28.9.04

Trópico de Câncer

Tropico

Como diria um verdadeiro imediatista, acabei de acabar de ler, o acima referido romance de Henry Miller que há tempos estava na espera na minha estante.
Para quem ainda não teve a oportunidade de ler, Trópico de Câncer trata sobre a estada do autor nos idos de 30, numa Paris repleta de prostíbulos, fome, amizades etéreas e doenças venéreas.
O livro as vezes cansa, devido ao palavrório desenfreado e poético do autor, que exemplifico:

``A terra em seus escuros corredores conhece meu passo, sente um pé em movimento, uma asa que se agita, um arquejo e um tremor. Ouço o saber ser alvo de caçoada e irrisão, as figuras subindo, sujeira de morcego gotejando do alto e movendo-se com asas douradas de papelão: ouço os trens colidindo, as correntes retinindo, as locomotivas resfolegando, roncando, fungando, fumegando e mijando.``

...Mijando?

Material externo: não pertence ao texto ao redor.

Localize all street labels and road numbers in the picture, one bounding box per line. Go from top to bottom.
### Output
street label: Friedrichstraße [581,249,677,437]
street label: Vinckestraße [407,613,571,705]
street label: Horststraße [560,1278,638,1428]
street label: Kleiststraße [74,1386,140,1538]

Mas também, o livro agracia o leitor com pérolas como a que transcrevo:

`` Uma das coisas que você precisa evitar quando trabalha à noite é fugir ao seu método; se não vai para a cama antes que os pássaros comecem a gritar, é absolutamente inútil ir para a cama. Esta manhã, nada tendo a fazer de melhor, visitei o Jardin des Plantes. Há ali maravilhoso pelicanos de Chapultepec e pavões de leques tachonados que fitam olhos estúpidos na gente. De repente começou a chover.
Voltando a Montparnasse no ônibus notei à minha frente uma mulherzinha francesa que se sentava muito rija e ereta, dando a impressão de estar se preparando para alisar suas plumas. Sentava-se na beirada do banco, como se tivesse medo de amassar seu deslumbrante rabo. Maravilhoso, pensei, se de repente ela se sacudisse e de seu derrière saltasse aberto um enorme leque tachonado com longas plumas.
No café de l´Avenue, onde me detenho para comer alguma coisa, uma mulher de barriga inchada procura interessar-me por seu estado. Gostaria que eu fosse a um quarto com ela e passasse uma ou duas horas. É a primeira vez que uma mulher grávida me faz uma proposta: estou quase tentado a experimentar. Logo que o bebê nascer e for entregue às autoridades, voltará a seu ofício, diz ela. Confecciona chapéus. Observando que meu interesse vai desaparecendo toma-me a mão e coloca-a sobre seu abdome. Sinto algo mexendo dentro. Isso me tira o apetite.``

O livro, um dos primeiros do autor, foi lançado nos EUA em 1934 sendo proibido e considerado um ``Romance Maldito``. As passagens eróticas ainda são capazes de chocar os pobres desajustados deste novo século. E retratam o início do desapego do autor à uma vida predecessora, em pról da posteridade literaria.

Agora de sobremesa, vou degustar um pocket book com contos do Nelson Rodrigues. É necessário reunir forças para encarar os 2 imensos exemplares das Memórias do Cárcere de Graciliano Ramos, que há tempos estão me observando de forma opressora na estante do quarto de leitura.